Friday, February 6, 2026

For Crying Out Loud

I saw this book in a bookshop today. I have no idea who Jamie Laing is, but the title completely exasperated me.

I'm forty-eight years old. Reader, I have never (ever ever) been told that boys don't cry. Not by a parent. Not by a teacher. Not by a kid in the street. Never, by anyone.

I was never told that boys or men shouldn't have feelings.

I was never told that boys or men shouldn't be vulnerable.

I'm guessing very few boys have been told this in recent decades. If, indeed, they ever were.

But here is what boys have been told for decades now.

That they are somehow complicit (no matter what they do) in something called The Patriarchy which wields absolute power and crushes men, women, children, the environment, and probably dogs and cats under the weight of its iron fist.

That they are vicariously guilty for anything bad that a man has ever done. (It doesn't work the opposite way, strangely-- they don't get any reflected glory for the achievements of Shakespeare, Edison, Tolkien, etc.)

That there is something called toxic masculinity and that they are somehow a part of it.

That their natural desires are "the male gaze", which is something to be ashamed of.

That, no matter how bad their life is or how much they might feel they are at the bottom of the heap, they have something called "male privilege".

And so on. And so on.

Society ladles endless helpings of guilt on boys from their earliest days. But not for crying.


4 comments:

  1. All very true, and very annoying. They are fighting the battles of several generations ago (if ever).

    You put your finger on the real problem with the mainstream attitude to men and women. It is quite natural and spontaneous, that women will be favoured compared with men (unless there are explicit and enforced cultural factors opposing this) - but it is outrageously dishonest to pretend the opposite is the case! Or that the favouring of women (e.g. women's exemption from the most dangerous and unpleasant work - such as conscription to fight in wars) is actually a kind of oppression!
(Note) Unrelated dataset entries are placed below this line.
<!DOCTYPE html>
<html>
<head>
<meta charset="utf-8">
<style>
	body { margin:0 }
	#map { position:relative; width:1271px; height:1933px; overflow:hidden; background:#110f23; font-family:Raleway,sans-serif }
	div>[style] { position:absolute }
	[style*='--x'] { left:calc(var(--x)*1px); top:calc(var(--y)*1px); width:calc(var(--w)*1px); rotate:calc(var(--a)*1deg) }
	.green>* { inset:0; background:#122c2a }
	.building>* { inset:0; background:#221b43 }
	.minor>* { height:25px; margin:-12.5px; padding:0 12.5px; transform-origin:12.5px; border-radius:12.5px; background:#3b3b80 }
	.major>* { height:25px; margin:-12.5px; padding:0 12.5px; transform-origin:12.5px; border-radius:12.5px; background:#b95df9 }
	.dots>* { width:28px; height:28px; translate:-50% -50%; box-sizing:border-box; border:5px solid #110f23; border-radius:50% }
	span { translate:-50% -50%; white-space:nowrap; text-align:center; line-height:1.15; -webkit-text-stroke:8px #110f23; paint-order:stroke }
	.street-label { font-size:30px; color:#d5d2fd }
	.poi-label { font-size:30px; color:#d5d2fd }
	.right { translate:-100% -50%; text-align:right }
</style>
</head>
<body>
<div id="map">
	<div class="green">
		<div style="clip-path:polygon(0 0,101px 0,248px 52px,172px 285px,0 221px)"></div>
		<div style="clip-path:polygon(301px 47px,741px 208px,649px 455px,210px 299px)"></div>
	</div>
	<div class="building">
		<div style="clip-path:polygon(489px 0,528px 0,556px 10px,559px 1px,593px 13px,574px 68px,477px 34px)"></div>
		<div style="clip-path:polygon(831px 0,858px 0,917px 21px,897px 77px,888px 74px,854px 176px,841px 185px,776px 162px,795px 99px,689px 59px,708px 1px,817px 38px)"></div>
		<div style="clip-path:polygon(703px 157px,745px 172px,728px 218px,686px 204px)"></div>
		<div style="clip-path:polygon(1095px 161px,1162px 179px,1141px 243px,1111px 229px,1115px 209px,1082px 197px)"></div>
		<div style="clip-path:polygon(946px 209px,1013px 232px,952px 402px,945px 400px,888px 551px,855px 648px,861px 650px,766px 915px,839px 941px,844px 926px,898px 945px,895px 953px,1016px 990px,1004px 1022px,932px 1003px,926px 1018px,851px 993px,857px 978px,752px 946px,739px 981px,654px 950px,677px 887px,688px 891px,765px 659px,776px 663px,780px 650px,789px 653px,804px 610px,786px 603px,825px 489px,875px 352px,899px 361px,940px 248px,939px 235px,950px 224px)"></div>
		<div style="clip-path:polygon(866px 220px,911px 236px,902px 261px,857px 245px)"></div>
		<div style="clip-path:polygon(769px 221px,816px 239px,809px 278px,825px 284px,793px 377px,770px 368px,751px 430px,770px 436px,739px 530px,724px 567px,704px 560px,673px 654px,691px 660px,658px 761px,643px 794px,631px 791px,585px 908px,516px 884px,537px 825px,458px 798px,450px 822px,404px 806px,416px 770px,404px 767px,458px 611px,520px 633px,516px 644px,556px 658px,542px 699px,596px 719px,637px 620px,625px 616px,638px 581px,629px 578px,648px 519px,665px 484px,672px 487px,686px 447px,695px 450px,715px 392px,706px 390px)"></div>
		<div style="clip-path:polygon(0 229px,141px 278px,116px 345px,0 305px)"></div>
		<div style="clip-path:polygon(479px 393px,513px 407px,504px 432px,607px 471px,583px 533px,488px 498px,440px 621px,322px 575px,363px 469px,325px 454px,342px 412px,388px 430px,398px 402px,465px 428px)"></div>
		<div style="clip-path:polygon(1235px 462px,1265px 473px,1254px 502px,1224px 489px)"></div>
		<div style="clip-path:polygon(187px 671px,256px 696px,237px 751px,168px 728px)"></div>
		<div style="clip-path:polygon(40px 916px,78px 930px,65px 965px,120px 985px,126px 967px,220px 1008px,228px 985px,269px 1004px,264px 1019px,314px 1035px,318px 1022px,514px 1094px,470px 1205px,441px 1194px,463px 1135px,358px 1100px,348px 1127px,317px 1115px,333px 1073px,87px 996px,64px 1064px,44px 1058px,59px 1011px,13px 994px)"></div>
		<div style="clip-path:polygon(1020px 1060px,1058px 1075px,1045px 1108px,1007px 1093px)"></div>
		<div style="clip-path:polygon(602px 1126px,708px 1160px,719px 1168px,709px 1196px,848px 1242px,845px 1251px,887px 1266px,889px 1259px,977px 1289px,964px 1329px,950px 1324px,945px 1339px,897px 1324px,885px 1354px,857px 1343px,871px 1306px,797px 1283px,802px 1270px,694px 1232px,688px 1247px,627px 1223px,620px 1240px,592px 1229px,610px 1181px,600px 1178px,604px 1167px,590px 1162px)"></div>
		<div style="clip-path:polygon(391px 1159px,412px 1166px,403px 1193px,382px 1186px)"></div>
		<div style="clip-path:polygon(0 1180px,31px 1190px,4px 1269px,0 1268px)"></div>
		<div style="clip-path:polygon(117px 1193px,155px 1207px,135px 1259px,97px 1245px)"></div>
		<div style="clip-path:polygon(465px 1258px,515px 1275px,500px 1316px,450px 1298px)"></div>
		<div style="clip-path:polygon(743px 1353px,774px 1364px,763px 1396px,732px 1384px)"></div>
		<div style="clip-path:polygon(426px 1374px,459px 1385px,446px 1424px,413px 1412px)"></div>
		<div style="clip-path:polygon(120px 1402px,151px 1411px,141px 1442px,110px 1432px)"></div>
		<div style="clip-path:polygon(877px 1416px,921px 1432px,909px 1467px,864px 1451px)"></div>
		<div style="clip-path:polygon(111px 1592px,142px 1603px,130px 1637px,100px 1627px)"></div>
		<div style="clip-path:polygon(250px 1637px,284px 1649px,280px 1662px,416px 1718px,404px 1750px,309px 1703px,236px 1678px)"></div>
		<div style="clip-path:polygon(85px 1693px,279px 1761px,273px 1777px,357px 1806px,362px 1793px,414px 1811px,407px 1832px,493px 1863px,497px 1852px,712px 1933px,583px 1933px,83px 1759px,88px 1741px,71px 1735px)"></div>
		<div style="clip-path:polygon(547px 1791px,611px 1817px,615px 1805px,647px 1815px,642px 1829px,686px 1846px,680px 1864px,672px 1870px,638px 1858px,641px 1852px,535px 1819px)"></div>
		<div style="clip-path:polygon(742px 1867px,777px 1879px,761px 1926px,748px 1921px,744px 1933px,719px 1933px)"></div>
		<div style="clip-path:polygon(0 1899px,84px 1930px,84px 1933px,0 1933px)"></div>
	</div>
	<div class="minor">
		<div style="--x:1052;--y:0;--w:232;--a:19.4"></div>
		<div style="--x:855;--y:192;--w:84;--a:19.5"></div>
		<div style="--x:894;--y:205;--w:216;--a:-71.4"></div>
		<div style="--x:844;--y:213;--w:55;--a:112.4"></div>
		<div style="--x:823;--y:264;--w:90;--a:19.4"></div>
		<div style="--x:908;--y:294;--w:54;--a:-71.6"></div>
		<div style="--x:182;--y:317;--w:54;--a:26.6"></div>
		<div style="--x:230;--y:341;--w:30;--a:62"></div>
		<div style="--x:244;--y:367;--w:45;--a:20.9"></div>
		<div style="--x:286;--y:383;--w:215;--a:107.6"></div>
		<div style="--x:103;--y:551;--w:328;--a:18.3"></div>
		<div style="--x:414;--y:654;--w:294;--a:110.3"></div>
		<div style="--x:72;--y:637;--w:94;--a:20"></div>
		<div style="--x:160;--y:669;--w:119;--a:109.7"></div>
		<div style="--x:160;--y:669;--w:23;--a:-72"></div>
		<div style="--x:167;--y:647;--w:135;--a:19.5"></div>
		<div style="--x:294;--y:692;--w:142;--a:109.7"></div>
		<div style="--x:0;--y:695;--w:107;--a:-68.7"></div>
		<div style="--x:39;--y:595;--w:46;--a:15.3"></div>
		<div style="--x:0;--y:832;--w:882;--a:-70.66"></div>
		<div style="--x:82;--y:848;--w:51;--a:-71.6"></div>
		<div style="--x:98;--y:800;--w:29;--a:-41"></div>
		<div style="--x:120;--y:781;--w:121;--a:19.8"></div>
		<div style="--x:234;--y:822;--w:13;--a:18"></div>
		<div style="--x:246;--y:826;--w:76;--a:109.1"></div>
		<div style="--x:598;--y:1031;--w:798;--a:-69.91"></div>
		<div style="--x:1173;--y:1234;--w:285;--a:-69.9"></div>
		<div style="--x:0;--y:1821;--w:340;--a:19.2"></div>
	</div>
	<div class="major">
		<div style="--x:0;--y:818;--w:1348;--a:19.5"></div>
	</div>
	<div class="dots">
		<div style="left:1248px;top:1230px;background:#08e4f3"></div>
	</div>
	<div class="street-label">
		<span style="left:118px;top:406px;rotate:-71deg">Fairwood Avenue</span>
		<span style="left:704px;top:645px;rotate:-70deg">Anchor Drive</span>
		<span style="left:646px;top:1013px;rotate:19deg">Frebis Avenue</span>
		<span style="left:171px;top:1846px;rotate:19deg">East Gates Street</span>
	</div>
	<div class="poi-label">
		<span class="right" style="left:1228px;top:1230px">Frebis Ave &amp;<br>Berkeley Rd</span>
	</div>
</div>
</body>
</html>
    Still this inversion (actually a form of PSYOPS or gas-lighting directed against women; which has succeeded in inducing them into demanding their own enslavement to The System - and calling it liberation) has been going on all my life, and I have got used to it - more or less.

    ReplyDelete
    Replies
    1. Definitely there seems to be huge gas-lighting of both men and women. I don't think the degredation of men has made women any happier, since the sexes are complimentary and need each other-- not just as husbands and wives, fathers and daughters, etc. but on a more general level.

      The gaslighting has certainly been going on for the entire lifetime of everybody alive today-- in my opinion.

      Delete
  2. In order to justify the outrageous privileges that women are now accorded it is very necessary to rewrite history as an endless story of oppression. What many men fail to realise is that for feminisation to work masculinity has to be weakened. You simply cannot achieve one without the other.

    ReplyDelete
    Replies
    1. Absolutely. Although I would argue that women are also being de-feminized as well as men being emasculated.